3) Application technique (what auditors look for)
A. Prefer “spray-to-wipe,” not “spray-to-surface” (when feasible)
For many critical surfaces, applying IPA onto the wiper (then wiping) improves control of saturation and reduces
aerosolization and overspray. Where your SOP allows direct spray on a surface, define the target area, spray distance, and maximum wetting
to prevent pooling or drip transfer.
B. Single-pass, unidirectional wiping with overlap
Use single-pass strokes (do not “scrub back and forth” with the same face of the wiper). Overlap strokes to avoid missed lanes.
Change to a clean wiper face (or a new wiper) as soon as it becomes loaded, dries out, or contacts a non-controlled surface.
C. Contact time is defined by your SOP and validation
Maintain the surface visibly wet for the contact time specified in your procedure. Contact time and technique should be validated
for the way your team actually uses the product (surface type, wiping method, and environmental conditions).
4) Donning discipline and PPE interface control
Cleaning and disinfection should be performed by trained, appropriately garbed personnel. A common failure mode in audits is not the
chemical—it’s touch events (adjusting eyewear, re-touching non-controlled objects, poor glove-sleeve overlap) that reintroduce contamination.

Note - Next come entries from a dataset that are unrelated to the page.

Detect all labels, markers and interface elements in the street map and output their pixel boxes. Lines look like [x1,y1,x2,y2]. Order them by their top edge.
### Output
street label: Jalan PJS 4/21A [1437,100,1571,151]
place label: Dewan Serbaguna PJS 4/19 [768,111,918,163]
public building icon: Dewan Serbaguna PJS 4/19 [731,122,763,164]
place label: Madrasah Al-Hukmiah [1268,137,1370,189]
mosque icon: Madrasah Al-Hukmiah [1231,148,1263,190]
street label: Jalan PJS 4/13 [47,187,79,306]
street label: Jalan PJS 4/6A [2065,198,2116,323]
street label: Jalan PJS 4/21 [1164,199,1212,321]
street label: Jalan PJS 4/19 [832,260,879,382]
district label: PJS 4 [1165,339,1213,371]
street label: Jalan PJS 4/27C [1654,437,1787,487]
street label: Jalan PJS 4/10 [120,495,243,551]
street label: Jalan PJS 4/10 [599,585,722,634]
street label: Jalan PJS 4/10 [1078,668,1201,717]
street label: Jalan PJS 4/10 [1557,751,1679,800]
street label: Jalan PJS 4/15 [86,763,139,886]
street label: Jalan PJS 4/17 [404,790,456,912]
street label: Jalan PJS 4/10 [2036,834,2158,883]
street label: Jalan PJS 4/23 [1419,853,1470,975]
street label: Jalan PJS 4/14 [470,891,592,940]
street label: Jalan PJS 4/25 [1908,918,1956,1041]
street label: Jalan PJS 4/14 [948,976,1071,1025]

Practical, SOP-aligned reminders
- Be fully gowned before introducing sterile solutions into ISO-classified areas.
- Don sterile gloves last (typical practice), then sanitize gloves with sterile IPA per SOP.

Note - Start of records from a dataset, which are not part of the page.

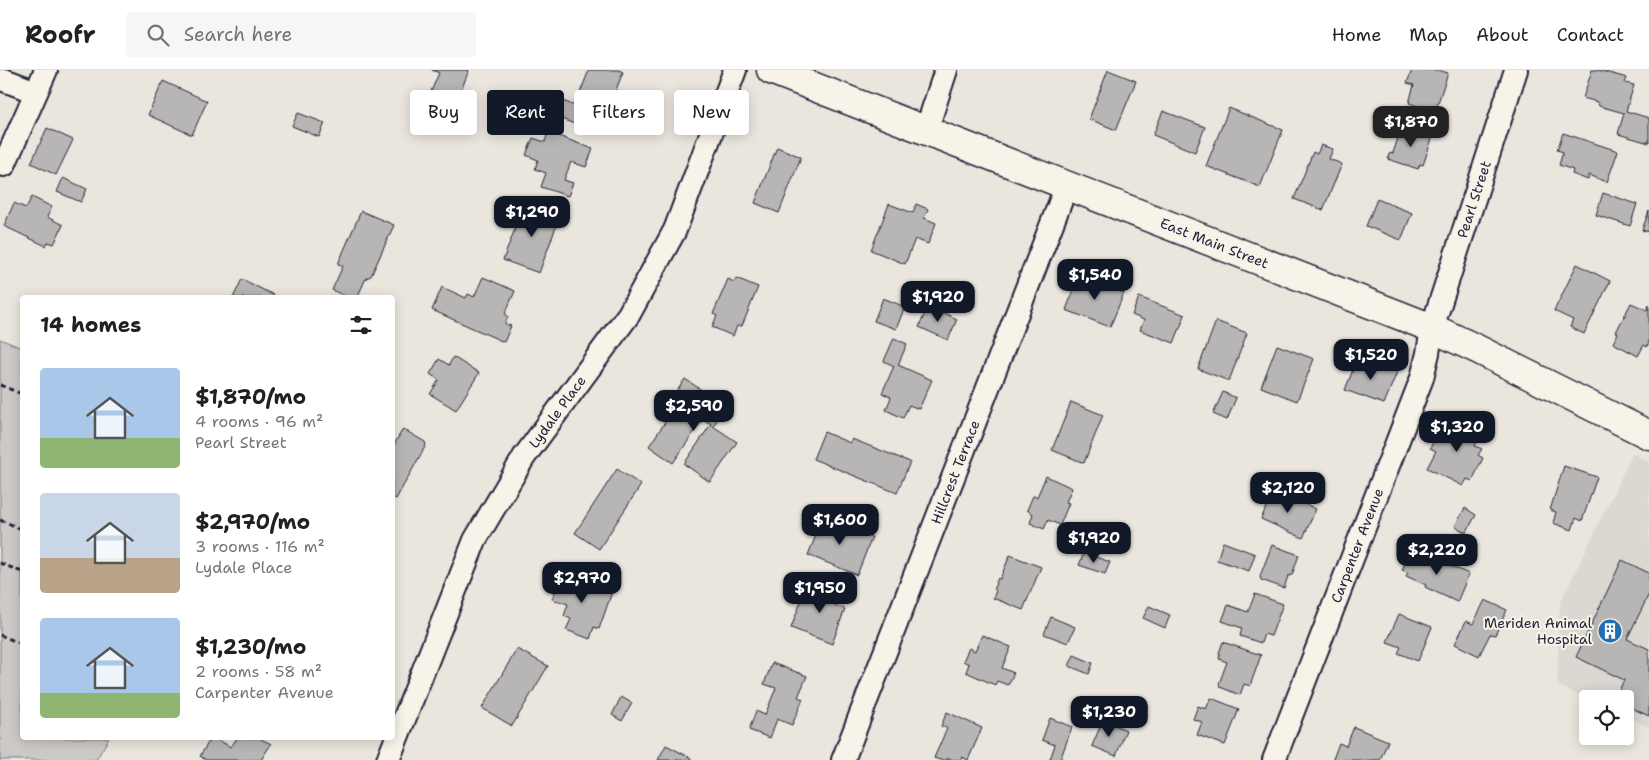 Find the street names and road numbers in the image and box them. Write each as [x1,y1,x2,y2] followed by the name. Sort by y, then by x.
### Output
[1453,158,1495,240] street label: Pearl Street
[1158,214,1271,272] street label: East Main Street
[525,372,590,452] street label: Lydale Place
[927,417,984,527] street label: Hillcrest Terrace
[1327,486,1387,605] street label: Carpenter Avenue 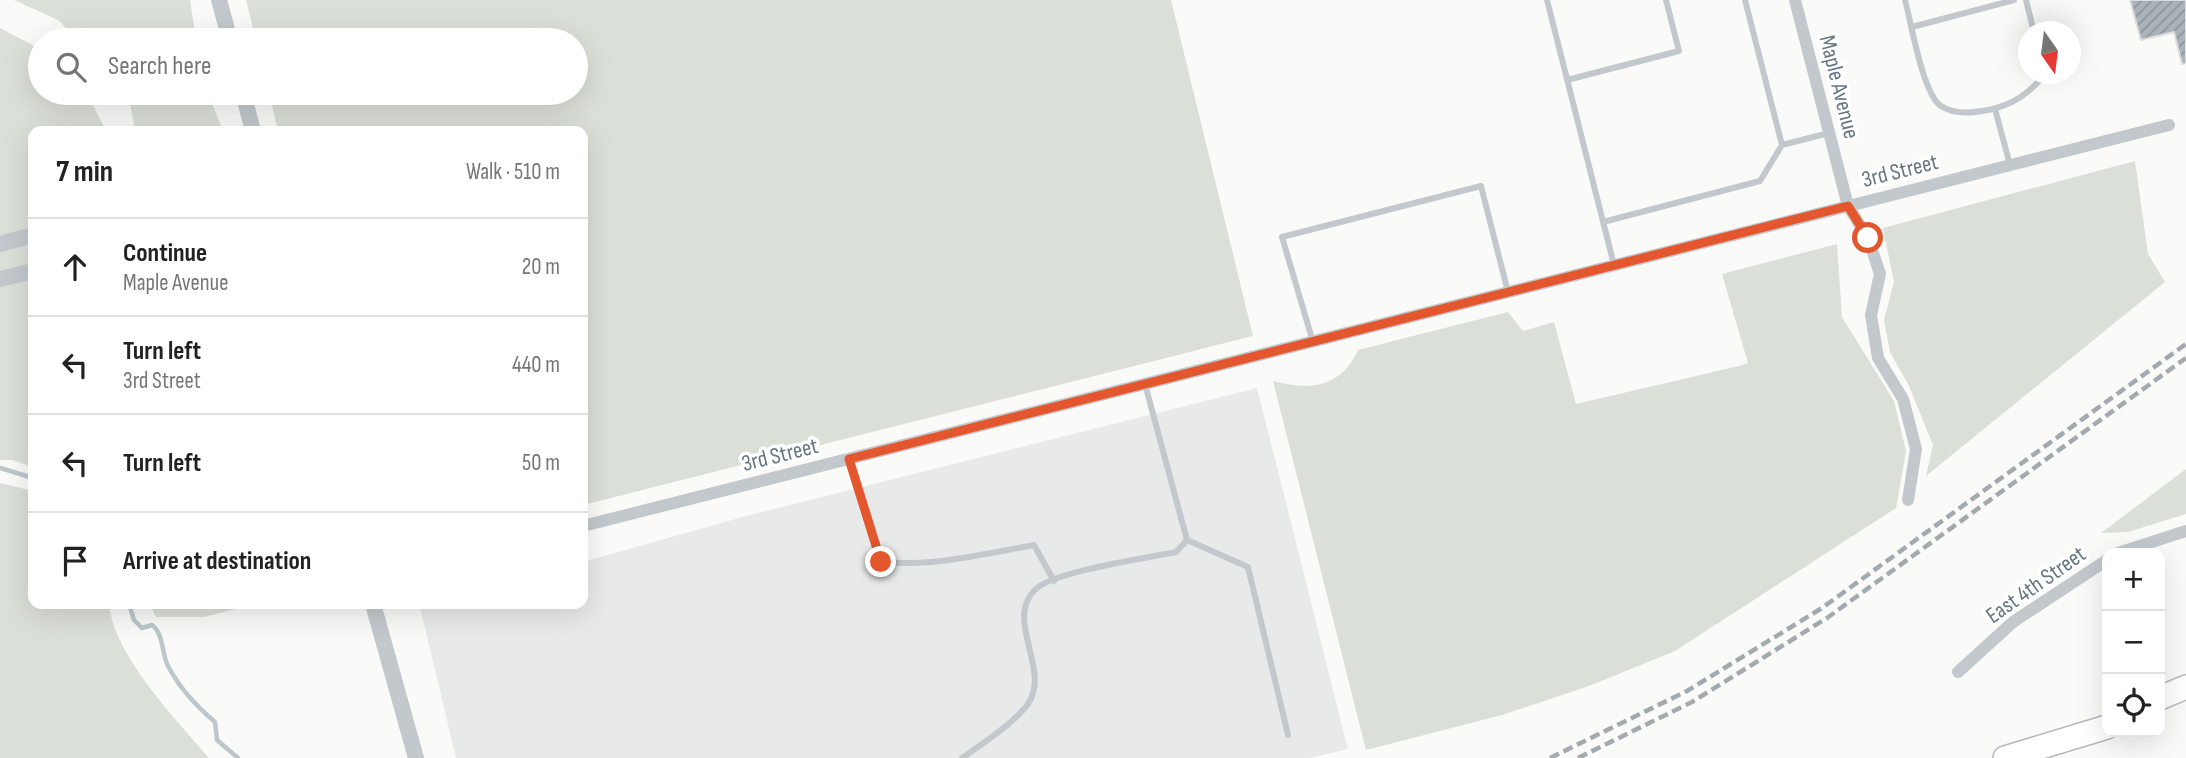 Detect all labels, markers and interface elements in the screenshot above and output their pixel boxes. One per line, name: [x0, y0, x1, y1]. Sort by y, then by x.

- If you must adjust goggles/hood/mask, follow your SOP (e.g., re-sanitize gloves, replace PPE, or step out).
- Confirm PPE needs for splash risk (eye protection) and chemical exposure (e.g., USP <800> hazardous drug handling).

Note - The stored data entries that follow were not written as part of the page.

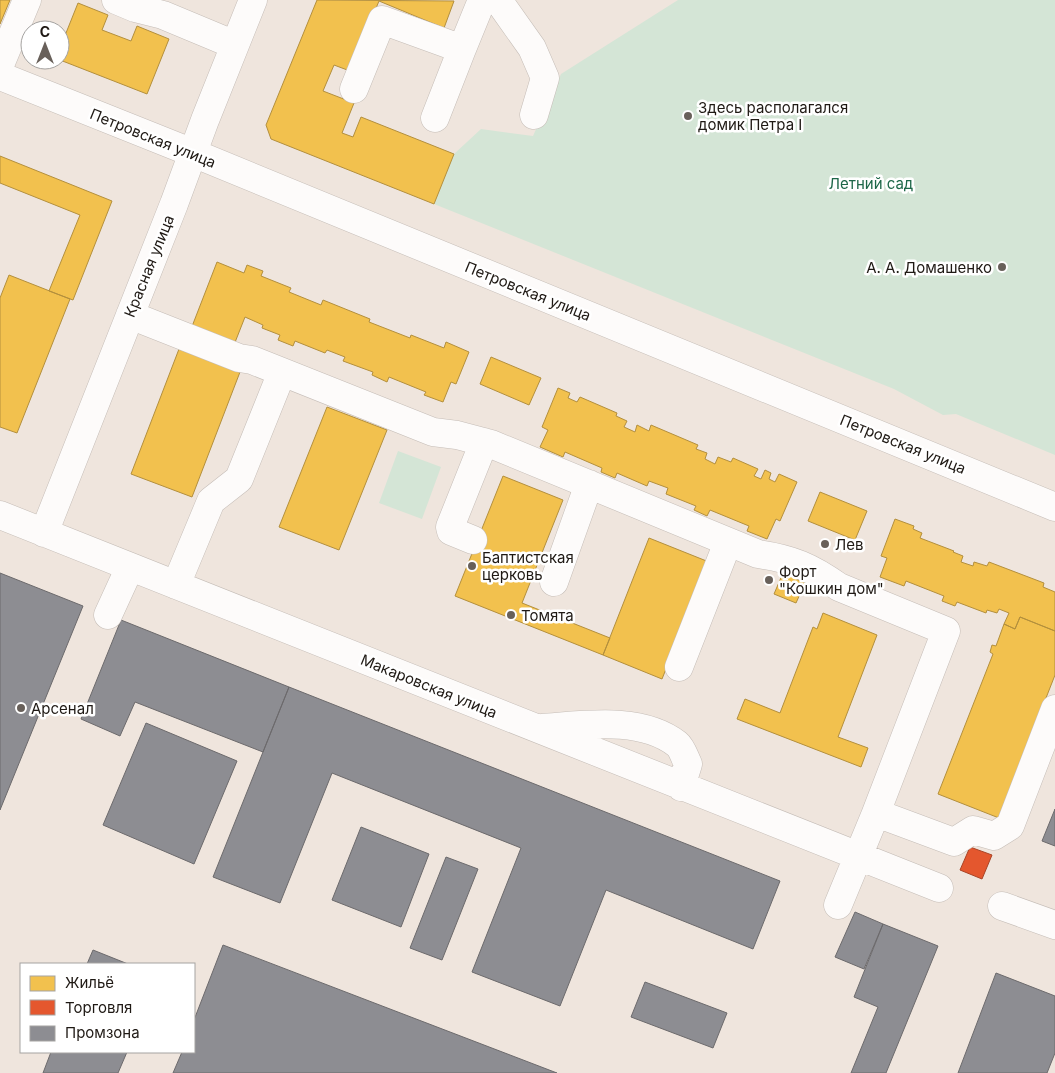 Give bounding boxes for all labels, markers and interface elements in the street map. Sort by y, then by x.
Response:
north arrow [20,20,70,70]
text: С [40,23,50,40]
place label: Здесь располагался домик Петра I [698,98,848,134]
street label: Петровская улица [87,104,219,172]
marker: Здесь располагался домик Петра I [682,110,694,122]
park label: Летний сад [829,174,913,193]
street label: Красная улица [120,212,178,320]
street label: Петровская улица [462,257,594,325]
place label: А. А. Домашенко [866,258,992,277]
marker: А. А. Домашенко [996,261,1008,273]
street label: Петровская улица [837,410,969,478]
place label: Лев [835,535,863,554]
marker: Лев [819,538,831,550]
place label: Баптистская церковь [482,548,574,584]
marker: Баптистская церковь [466,560,478,572]
place label: Форт "Кошкин дом" [779,562,884,598]
marker: Форт "Кошкин дом" [763,574,775,586]
place label: Томята [521,606,574,625]
marker: Томята [505,609,517,621]
street label: Макаровская улица [358,650,500,722]
place label: Арсенал [31,699,94,718]
marker: Арсенал [15,702,27,714]
legend [20,963,195,1053]
text: Жильё [65,973,114,992]
text: Торговля [65,998,132,1017]
text: Промзона [65,1023,140,1042]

5) System pairings (to standardize performance)
TX3270 is typically most effective when paired with cleanroom consumables engineered for low residue transfer and controlled wiping.
Below are common pairings used in validated programs (final selection must match your ISO class, room behavior, and SOP validation):
6) Selection notes (why this 16 oz sterile trigger format)
- Repeatable dosing: trigger format supports consistent surface wetting when the spray pattern and distance are standardized in SOP.
- Clean entry readiness: double-bagging supports staged de-bagging for controlled introduction.
- Operational efficiency: assembled bottles reduce setup steps and variability across shifts.
- Traceability: sterile solutions are commonly managed with lot-level traceability in validated programs.
7) Safety and handling (non-negotiables)
Flammability & SDS
70% IPA is a highly flammable liquid and vapor. Use in a well-ventilated area, keep away from ignition sources, and follow your site’s
PPE and EHS program. Always refer to the current SDS for full hazard, handling, storage, and disposal guidance.
Revision control
Technical Vault entry (SOSCleanroom): This content should be reviewed whenever manufacturer documentation, USP chapters, ISO standards,
or Annex 1 guidance is revised, or whenever your site changes cleaning SOPs or validation parameters.
Disclaimer: This Technical Vault content is provided for educational and reference purposes only. It does not constitute regulatory,
quality, engineering, environmental health & safety, or legal advice. Cleaning agents, contact times, wiping techniques, PPE requirements,
disinfectant rotation, and all related procedures must be defined, validated, and documented by the end user in accordance with internal SOPs,
risk assessments, and applicable standards and regulations. Always follow manufacturer instructions and the current SDS.